From 866bfe6041a1af069d5c3e63d282842cc8c014d7 Mon Sep 17 00:00:00 2001
From: Saaketh <narayan.saaketh@gmail.com>
Date: Wed, 5 Jun 2024 10:49:13 -0700
Subject: [PATCH] add more token encoing types

---
 llmfoundry/data/text_data.py | 6 ++++--
 1 file changed, 4 insertions(+), 2 deletions(-)

diff --git a/llmfoundry/data/text_data.py b/llmfoundry/data/text_data.py
index 78dadeac3b..bfd1b73812 100644
--- a/llmfoundry/data/text_data.py
+++ b/llmfoundry/data/text_data.py
@@ -41,6 +41,7 @@ class StreamingTextDataset(StreamingDataset):
         tokenizer (Tokenizer): HuggingFace tokenizer to
             tokenize samples.
         max_seq_len (int): The max sequence length of each sample.

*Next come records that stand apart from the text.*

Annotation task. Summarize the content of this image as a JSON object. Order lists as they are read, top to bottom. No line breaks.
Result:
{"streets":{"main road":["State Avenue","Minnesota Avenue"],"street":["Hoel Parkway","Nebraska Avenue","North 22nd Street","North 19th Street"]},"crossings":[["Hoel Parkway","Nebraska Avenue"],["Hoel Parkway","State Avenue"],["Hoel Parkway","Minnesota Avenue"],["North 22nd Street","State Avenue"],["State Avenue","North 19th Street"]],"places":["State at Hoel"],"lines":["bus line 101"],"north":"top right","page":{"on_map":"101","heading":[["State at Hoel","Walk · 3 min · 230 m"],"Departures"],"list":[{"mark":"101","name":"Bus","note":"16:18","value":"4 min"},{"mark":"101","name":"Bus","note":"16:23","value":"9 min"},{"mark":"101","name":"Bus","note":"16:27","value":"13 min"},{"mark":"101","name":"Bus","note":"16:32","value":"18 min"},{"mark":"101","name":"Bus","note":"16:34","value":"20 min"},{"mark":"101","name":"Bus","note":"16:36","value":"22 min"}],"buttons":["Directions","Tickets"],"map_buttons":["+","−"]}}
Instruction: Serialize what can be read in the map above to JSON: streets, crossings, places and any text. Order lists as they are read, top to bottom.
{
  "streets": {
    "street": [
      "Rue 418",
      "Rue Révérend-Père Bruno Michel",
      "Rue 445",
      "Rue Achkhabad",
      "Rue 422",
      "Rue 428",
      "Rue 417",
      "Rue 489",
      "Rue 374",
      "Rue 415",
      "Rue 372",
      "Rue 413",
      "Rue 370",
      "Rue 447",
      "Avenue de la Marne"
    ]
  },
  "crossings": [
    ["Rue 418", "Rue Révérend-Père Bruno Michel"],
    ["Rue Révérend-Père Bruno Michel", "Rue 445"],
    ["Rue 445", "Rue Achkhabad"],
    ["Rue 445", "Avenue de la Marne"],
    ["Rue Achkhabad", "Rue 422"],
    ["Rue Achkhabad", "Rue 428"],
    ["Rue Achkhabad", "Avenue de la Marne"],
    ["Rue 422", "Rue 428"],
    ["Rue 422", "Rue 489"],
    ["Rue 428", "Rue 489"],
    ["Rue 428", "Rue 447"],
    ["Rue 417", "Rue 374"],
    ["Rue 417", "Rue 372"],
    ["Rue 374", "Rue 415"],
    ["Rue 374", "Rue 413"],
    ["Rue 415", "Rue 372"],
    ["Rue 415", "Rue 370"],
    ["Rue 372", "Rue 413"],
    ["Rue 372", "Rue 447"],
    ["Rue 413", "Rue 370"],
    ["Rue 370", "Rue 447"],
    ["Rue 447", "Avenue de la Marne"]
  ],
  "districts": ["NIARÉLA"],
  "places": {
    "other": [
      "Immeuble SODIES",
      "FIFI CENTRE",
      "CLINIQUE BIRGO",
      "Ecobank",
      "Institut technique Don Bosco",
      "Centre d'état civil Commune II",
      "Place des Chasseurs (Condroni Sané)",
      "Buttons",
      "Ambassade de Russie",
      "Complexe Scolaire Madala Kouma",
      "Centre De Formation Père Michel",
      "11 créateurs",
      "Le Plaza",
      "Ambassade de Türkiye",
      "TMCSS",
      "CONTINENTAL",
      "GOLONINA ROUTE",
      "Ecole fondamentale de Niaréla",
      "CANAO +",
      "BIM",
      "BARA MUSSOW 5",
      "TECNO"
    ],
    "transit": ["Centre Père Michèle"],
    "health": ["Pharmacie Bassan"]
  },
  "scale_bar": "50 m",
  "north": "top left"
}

+        token_encoding_type (str): The type of the token encoding, either 'int16', 'int32', or 'int64'.
         streams (Sequence[Stream], optional): One or more Streams to stream/cache samples from,
             which may be upsampled or downsampled. StreamingDataset uses either ``streams`` or
             ``remote``/``local``. Defaults to ``None``.
@@ -106,7 +107,7 @@ def __init__(
         self,
         tokenizer: PreTrainedTokenizerBase,
         max_seq_len: int,
-        token_encoding_type: str = 'int32',
+        token_encoding_type: str = 'int64',
         streams: Optional[Sequence[Stream]] = None,
         remote: Optional[str] = None,
         local: Optional[str] = None,
@@ -206,7 +207,8 @@ def _read_binary_tokenized_sample(
     ) -> torch.Tensor:
         return torch.from_numpy(
             np.frombuffer(
-                sample['tokens'], dtype=getattr(np, self.token_encoding_type)
+                sample['tokens'],
+                dtype=getattr(np, self.token_encoding_type),
             )[:self.max_seq_len].copy(),
         )